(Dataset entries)
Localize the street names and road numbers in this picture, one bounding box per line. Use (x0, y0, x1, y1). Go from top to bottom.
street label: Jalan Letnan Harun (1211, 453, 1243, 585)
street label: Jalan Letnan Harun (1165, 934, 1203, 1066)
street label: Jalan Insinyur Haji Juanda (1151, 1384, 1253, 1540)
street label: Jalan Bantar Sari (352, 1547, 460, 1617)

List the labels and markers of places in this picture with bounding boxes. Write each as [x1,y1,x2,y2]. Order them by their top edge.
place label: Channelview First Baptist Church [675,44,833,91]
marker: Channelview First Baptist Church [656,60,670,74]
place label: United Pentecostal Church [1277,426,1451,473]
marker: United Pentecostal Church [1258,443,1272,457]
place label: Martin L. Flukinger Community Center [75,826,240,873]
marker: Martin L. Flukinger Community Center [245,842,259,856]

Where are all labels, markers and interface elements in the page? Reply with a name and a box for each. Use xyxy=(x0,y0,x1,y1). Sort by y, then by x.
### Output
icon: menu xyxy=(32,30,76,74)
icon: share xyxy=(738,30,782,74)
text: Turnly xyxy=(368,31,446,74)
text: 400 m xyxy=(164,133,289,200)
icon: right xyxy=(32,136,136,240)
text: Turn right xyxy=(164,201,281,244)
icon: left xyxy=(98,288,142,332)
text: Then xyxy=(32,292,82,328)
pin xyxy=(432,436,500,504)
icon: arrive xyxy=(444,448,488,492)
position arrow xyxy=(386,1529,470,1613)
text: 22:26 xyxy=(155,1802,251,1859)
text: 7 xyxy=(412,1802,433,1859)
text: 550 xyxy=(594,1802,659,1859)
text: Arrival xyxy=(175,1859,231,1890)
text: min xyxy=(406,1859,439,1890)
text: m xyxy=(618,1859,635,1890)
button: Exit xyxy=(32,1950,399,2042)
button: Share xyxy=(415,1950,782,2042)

Task to carry out.
Copy out the entries exactly. Begin at the first line and end with the line that has "Where are all".

Written answer.
Localize the street names and road numbers in this picture, one bounding box per line. Use (x0, y0, x1, y1). Go from top to bottom.
street label: Jalan Letnan Harun (1211, 453, 1243, 585)
street label: Jalan Letnan Harun (1165, 934, 1203, 1066)
street label: Jalan Insinyur Haji Juanda (1151, 1384, 1253, 1540)
street label: Jalan Bantar Sari (352, 1547, 460, 1617)

List the labels and markers of places in this picture with bounding boxes. Write each as [x1,y1,x2,y2]. Order them by their top edge.
place label: Channelview First Baptist Church [675,44,833,91]
marker: Channelview First Baptist Church [656,60,670,74]
place label: United Pentecostal Church [1277,426,1451,473]
marker: United Pentecostal Church [1258,443,1272,457]
place label: Martin L. Flukinger Community Center [75,826,240,873]
marker: Martin L. Flukinger Community Center [245,842,259,856]

Where are all labels, markers and interface elements in the page? Reply with a name and a box for each. Use xyxy=(x0,y0,x1,y1). Sort by y, then by x.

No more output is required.